Baby, I Want Yew To Know All Tha Folks I Am questions the boundaries of the body, its limitations and possibilities. Treating materiality as a transgression upon potential, the bodies of Quarles’ subjects—themselves wholly or partially formed—visually melt between each other and their environments. Flesh billows and drapes in uncertain terms, upending the familiar territories of the human form. And limbs grasp, embrace and overlap one another in undefined material symbioses between partnered bodies. The virtuosic ambiguity of these figures is an exercise in untethering the body from the staid traditions of representation, challenging pictorial norms both past and present. Quarles’ paintings are, in many ways, a collective metaphor for the promise of inhabiting a body, adapting its physicality to the wavering desires and urgencies of human behavior.

 

The Foucauldian impulse of the docile, or disciplined, body is a concept premised on the very tempering of human activity by enclosing the physical self within a given environment—ranging anywhere from the home to the prison. The values of a space impose themselves upon individuals and draw them towards obedience, conditioning and designating the body—and the self by extension—as a tool towards that system’s self-propagation. The malleable bodies of Quarles’ work, however, resist these impositions. Evading the confines of determinate space and form, Quarles’ subjects are resolutely disobedient in the ambiguity of their representation, circumventing the specificity of space as an apparatus that might define or constrain them.

 

In (Oh, I Fergot, It’s Summertime) Sunday, Ninth of July (2017), a contemplative figure is bisected by a blue plane, as if sinking into the ground or floating above the sky.
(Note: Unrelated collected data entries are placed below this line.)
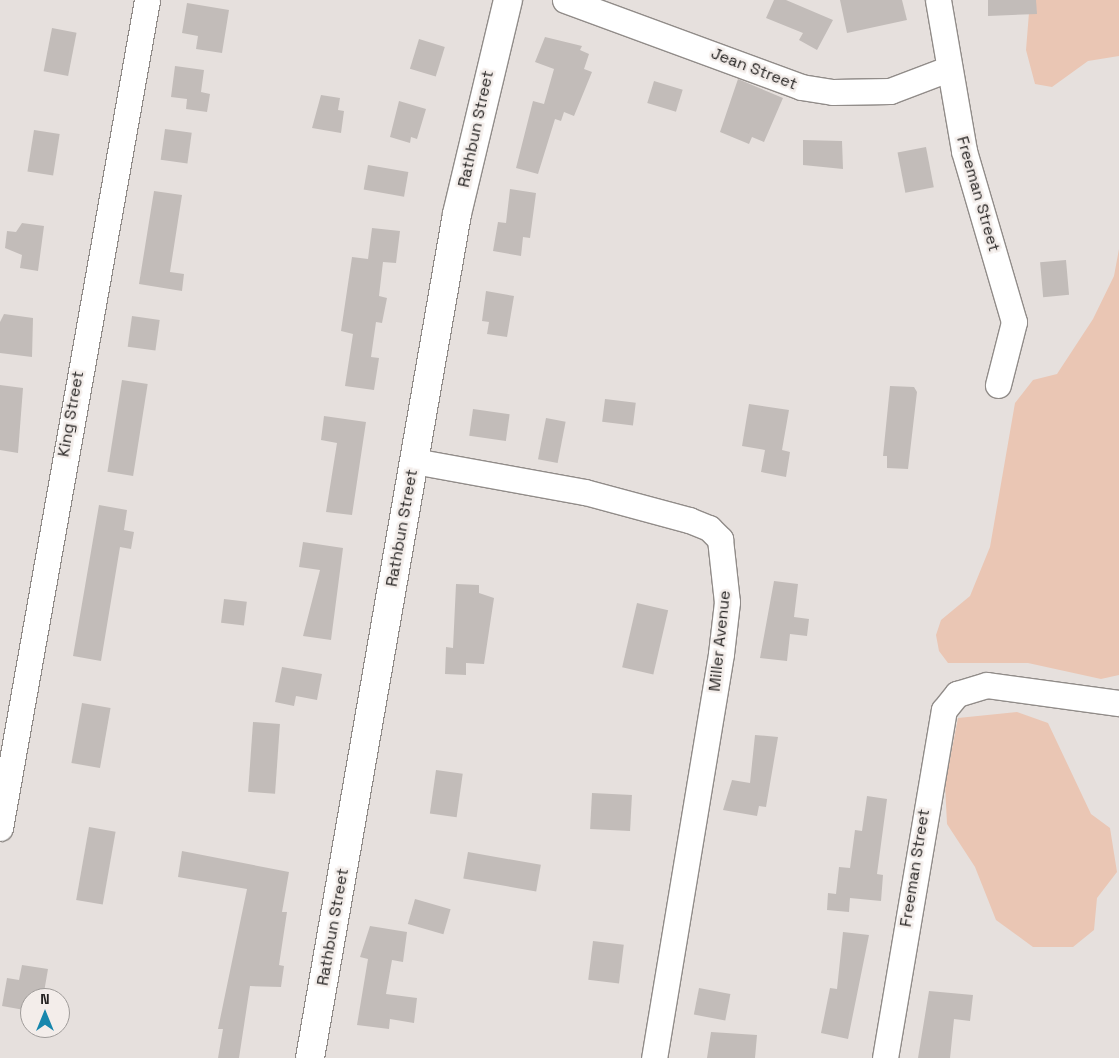 <!DOCTYPE html>
<style>
body{margin:0}
#map{position:relative;width:1119px;height:1058px;overflow:hidden;background:#e6e0dd;font-family:"Space Grotesk",sans-serif}
div>[style]{position:absolute}
[style*='--x']{left:calc(var(--x)*1px);top:calc(var(--y)*1px);width:calc(var(--w)*1px);rotate:calc(var(--a)*1deg)}
.green>*{inset:0;background:#eac6b4}
.building>*{inset:0;background:#c2bcb9;transform-origin:0 0}
.roads{filter:drop-shadow(1px 0 #918c89) drop-shadow(-1px 0 #918c89) drop-shadow(0 1px #918c89) drop-shadow(0 -1px #918c89)}
.street>*{height:25px;margin:-12.5px;padding:0 12.5px;transform-origin:12.5px;border-radius:12.5px;background:#fff}
.secondary>*{height:28px;margin:-14px;padding:0 14px;transform-origin:14px;border-radius:14px;background:#fff}
span{translate:-50% -50%;white-space:nowrap;text-align:center;line-height:1.15;-webkit-text-stroke:5px #f3edea;paint-order:stroke}
.street-label{font-size:16px;color:#242221}
.north{position:absolute;left:20px;top:988px;width:50px;height:50px;box-sizing:border-box;background:#f3edea;border:1px solid #a09c9a;border-radius:50%;rotate:0deg;font-size:14px;font-weight:700;line-height:20px;text-align:center;color:#242221}
.north::after{content:'';display:block;margin:auto;width:18px;height:22px;background:#1787ad;clip-path:polygon(50% 0,100% 100%,50% 72%,0 100%)}
</style>
<div id="map">
<div class="green">
<div style="clip-path:polygon(1030px 0,1119px 0,1119px 56px,1088px 61px,1052px 87px,1035px 84px,1026px 50px)"></div>
<div style="clip-path:polygon(1119px 249px,1119px 675px,1101px 679px,1028px 663px,948px 663px,939px 651px,936px 635px,941px 620px,970px 596px,990px 547px,1015px 403px,1033px 380px,1057px 374px,1093px 319px,1114px 276px)"></div>
<div style="clip-path:polygon(1017px 712px,1048px 723px,1091px 814px,1110px 828px,1117px 872px,1097px 898px,1094px 930px,1073px 947px,1033px 947px,996px 920px,975px 867px,947px 824px,945px 784px,958px 718px)"></div>
</div>
<div class="building">
<div style="clip-path:polygon(774px 0,786px 0,833px 20px,817px 50px,799px 40px,803px 33px,766px 18px)"></div>
<div style="clip-path:polygon(840px 0,902px 0,907px 20px,847px 33px)"></div>
<div style="clip-path:polygon(988px 0,1036px 0,1037px 14px,988px 16px)"></div>
<div style="clip-path:polygon(187px 3px,229px 10px,222px 53px,196px 49px,198px 36px,182px 33px)"></div>
<div style="left:52px;top:28px;width:25px;height:44px;rotate:11deg"></div>
<div style="clip-path:polygon(545px 37px,582px 46px,580px 50px,589px 54px,584px 69px,592px 72px,574px 116px,564px 112px,561px 121px,555px 119px,538px 174px,516px 168px,533px 101px,544px 104px,554px 69px,535px 62px)"></div>
<div style="left:419px;top:39px;width:27px;height:31px;rotate:17deg"></div>
<div style="clip-path:polygon(175px 66px,204px 70px,201px 92px,210px 94px,207px 112px,186px 109px,187px 99px,171px 97px)"></div>
<div style="clip-path:polygon(738px 79px,783px 98px,764px 142px,752px 137px,749px 144px,720px 132px)"></div>
<div style="left:654px;top:81px;width:30px;height:23px;rotate:17deg"></div>
<div style="clip-path:polygon(321px 95px,340px 98px,338px 110px,344px 111px,341px 133px,312px 128px)"></div>
<div style="clip-path:polygon(399px 101px,426px 109px,417px 139px,411px 137px,410px 143px,390px 137px)"></div>
<div style="left:165px;top:129px;width:27px;height:31px;rotate:8deg"></div>
<div style="left:34px;top:130px;width:26px;height:42px;rotate:9deg"></div>
<div style="clip-path:polygon(803px 140px,842px 141px,843px 169px,803px 165px)"></div>
<div style="left:926px;top:147px;width:41px;height:29px;rotate:79deg"></div>
<div style="left:368px;top:165px;width:41px;height:25px;rotate:10deg"></div>
<div style="clip-path:polygon(510px 189px,536px 193px,530px 238px,523px 237px,521px 256px,493px 251px,498px 222px,506px 223px)"></div>
<div style="clip-path:polygon(154px 191px,182px 195px,170px 272px,184px 274px,182px 291px,139px 284px)"></div>
<div style="clip-path:polygon(22px 223px,44px 226px,38px 271px,20px 268px,22px 255px,5px 248px,7px 231px,16px 232px)"></div>
<div style="clip-path:polygon(372px 228px,400px 231px,396px 263px,383px 262px,379px 296px,387px 298px,382px 323px,376px 322px,371px 357px,379px 358px,374px 390px,345px 386px,353px 334px,341px 331px,352px 257px,368px 259px)"></div>
<div style="left:1066px;top:260px;width:35px;height:26px;rotate:85deg"></div>
<div style="clip-path:polygon(486px 291px,514px 296px,507px 337px,487px 334px,489px 322px,482px 321px)"></div>
<div style="clip-path:polygon(4px 314px,33px 318px,32px 357px,0 353px,0 322px)"></div>
<div style="left:132px;top:316px;width:28px;height:31px;rotate:8deg"></div>
<div style="left:122px;top:380px;width:26px;height:93px;rotate:9deg"></div>
<div style="clip-path:polygon(0 385px,23px 388px,18px 453px,0 450px)"></div>
<div style="clip-path:polygon(890px 386px,914px 387px,917px 392px,908px 469px,887px 468px,887px 456px,883px 456px)"></div>
<div style="left:605px;top:399px;width:31px;height:23px;rotate:7deg"></div>
<div style="clip-path:polygon(749px 404px,789px 410px,782px 450px,790px 452px,786px 477px,761px 472px,765px 450px,742px 446px)"></div>
<div style="left:473px;top:409px;width:37px;height:27px;rotate:8deg"></div>
<div style="clip-path:polygon(324px 416px,366px 422px,352px 515px,326px 512px,337px 443px,321px 440px)"></div>
<div style="left:546px;top:418px;width:20px;height:42px;rotate:11deg"></div>
<div style="clip-path:polygon(99px 505px,127px 510px,124px 530px,134px 532px,131px 549px,120px 547px,101px 661px,73px 656px)"></div>
<div style="clip-path:polygon(303px 542px,343px 548px,331px 640px,303px 636px,320px 570px,299px 567px)"></div>
<div style="clip-path:polygon(774px 581px,798px 584px,794px 617px,809px 619px,807px 636px,790px 634px,787px 661px,760px 658px)"></div>
<div style="clip-path:polygon(456px 584px,479px 585px,479px 593px,494px 598px,484px 664px,466px 663px,466px 675px,445px 674px,446px 647px,453px 648px)"></div>
<div style="left:224px;top:599px;width:23px;height:24px;rotate:7deg"></div>
<div style="left:637px;top:603px;width:32px;height:66px;rotate:13deg"></div>
<div style="clip-path:polygon(282px 667px,322px 674px,317px 700px,296px 696px,294px 706px,275px 702px)"></div>
<div style="left:82px;top:703px;width:29px;height:61px;rotate:10deg"></div>
<div style="left:253px;top:722px;width:27px;height:70px;rotate:4deg"></div>
<div style="clip-path:polygon(755px 735px,778px 737px,766px 807px,759px 806px,757px 816px,723px 810px,732px 780px,750px 783px)"></div>
<div style="left:436px;top:770px;width:27px;height:44px;rotate:8deg"></div>
<div style="left:592px;top:793px;width:40px;height:36px;rotate:3deg"></div>
<div style="clip-path:polygon(867px 796px,887px 799px,877px 874px,883px 875px,881px 901px,850px 898px,849px 912px,827px 910px,828px 893px,836px 894px,839px 867px,850px 868px,855px 830px,862px 831px)"></div>
<div style="left:89px;top:827px;width:27px;height:74px;rotate:10deg"></div>
<div style="clip-path:polygon(182px 851px,289px 872px,282px 912px,287px 912px,279px 965px,284px 966px,281px 987px,250px 986px,239px 1058px,218px 1058px,223px 1029px,218px 1029px,247px 889px,178px 877px)"></div>
<div style="left:468px;top:852px;width:74px;height:27px;rotate:10deg"></div>
<div style="left:415px;top:899px;width:37px;height:26px;rotate:16deg"></div>
<div style="clip-path:polygon(370px 926px,407px 932px,403px 962px,392px 960px,386px 994px,417px 998px,414px 1023px,390px 1019px,389px 1029px,357px 1025px,368px 959px,360px 957px)"></div>
<div style="clip-path:polygon(843px 932px,869px 935px,848px 1039px,821px 1033px,830px 988px,837px 989px)"></div>
<div style="left:593px;top:941px;width:31px;height:39px;rotate:7deg"></div>
<div style="clip-path:polygon(22px 965px,48px 969px,43px 998px,30px 998px,30px 1011px,2px 1006px,7px 978px,19px 980px)"></div>
<div style="left:699px;top:988px;width:32px;height:27px;rotate:11deg"></div>
<div style="clip-path:polygon(929px 991px,973px 995px,970px 1021px,954px 1019px,950px 1058px,918px 1058px)"></div>
<div style="clip-path:polygon(711px 1032px,757px 1035px,755px 1058px,707px 1058px)"></div>
</div>
<div class="roads">
<div class="street">
<div style="--x:565;--y:0;--w:252;--a:20.2"></div>
<div style="--x:801;--y:87;--w:32;--a:9"></div>
<div style="--x:833;--y:92;--w:57;--a:-1"></div>
<div style="--x:890;--y:91;--w:62;--a:-20.8"></div>
<div style="--x:938;--y:0;--w:153;--a:80.2"></div>
<div style="--x:964;--y:151;--w:178;--a:73.7"></div>
<div style="--x:1014;--y:322;--w:65;--a:104.3"></div>
<div style="--x:414;--y:461;--w:174;--a:10.3"></div>
<div style="--x:585;--y:492;--w:108;--a:15.1"></div>
<div style="--x:689;--y:520;--w:22;--a:22"></div>
<div style="--x:709;--y:528;--w:16;--a:45"></div>
<div style="--x:720;--y:539;--w:63;--a:83.7"></div>
<div style="--x:727;--y:602;--w:52;--a:96.6"></div>
<div style="--x:721;--y:654;--w:410;--a:99.4"></div>
<div style="--x:0;--y:828;--w:841;--a:-79.93"></div>
<div style="--x:885;--y:1058;--w:353;--a:-80.4"></div>
<div style="--x:944;--y:710;--w:21;--a:-51"></div>
<div style="--x:957;--y:694;--w:31;--a:-17"></div>
<div style="--x:987;--y:685;--w:133;--a:7.8"></div>
</div>
<div class="secondary">
<div style="--x:310;--y:1058;--w:857;--a:-80.12"></div>
<div style="--x:457;--y:214;--w:220;--a:-76.6"></div>
</div>
</div>
<div class="street-label">
<span style="left:754px;top:69px;rotate:21deg">Jean Street</span>
<span style="left:476px;top:129px;rotate:-78deg">Rathbun Street</span>
<span style="left:978px;top:194px;rotate:74deg">Freeman Street</span>
<span style="left:71px;top:414px;rotate:-80deg">King Street</span>
<span style="left:402px;top:528px;rotate:-80deg">Rathbun Street</span>
<span style="left:720px;top:641px;rotate:-84deg">Miller Avenue</span>
<span style="left:915px;top:868px;rotate:-81deg">Freeman Street</span>
<span style="left:333px;top:927px;rotate:-80deg">Rathbun Street</span>
</div>
<div class="north">N</div>
</div>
Existing liminally between here and there, the body’s materiality is brought into question as it slips between dimension. The ground of Yer Tha Sun in my Mourning Babe (2017) similarly rises to meet its subject, who lounges on, and is caught between, a green floor, a floating texture, and a blue sky above. The uncertainty of these figures, and their relationship to these environments, is only heightened by the ambivalence of these spatial elements: the often-decorated planes of color and pattern that suggest anything from ceilings to floors, tabletops, and beds. Anchored in these quasi-interior spaces, the domestic and the everyday play out as undecidable vignettes of indeterminate subject, narrative, and form. Each scene can be partly interpreted by its viewer from the few artifacts that bear familiar resemblance to reality, but discernable meaning in this effect remains fleeting.

 

The language of Quarles’ work itself, represented in their titles, is similarly caught between slang and phonetic interpretation, disregarding words’ familiar spellings in favor of tongue-in-cheek versions that border on text-speak. The exhibition’s title similarly hinges on this orthographic flippancy, with the added function of thrusting the artist—herself and her modes of representation—within the works; the title suggests that Quarles’ subjects contain her and correspond to the diverging needs, affectations, and impulses she holds within. These works bring together a general irreverence towards proper form in its myriad configurations, sidestepping the many rules—both man-made and natural—that order humanity. Baby, I Want Yew To Know All Tha Folks I Am is an exercise in invention, where Quarles imagines new grammars, power structures, and physics between which the body—even her own—can slip.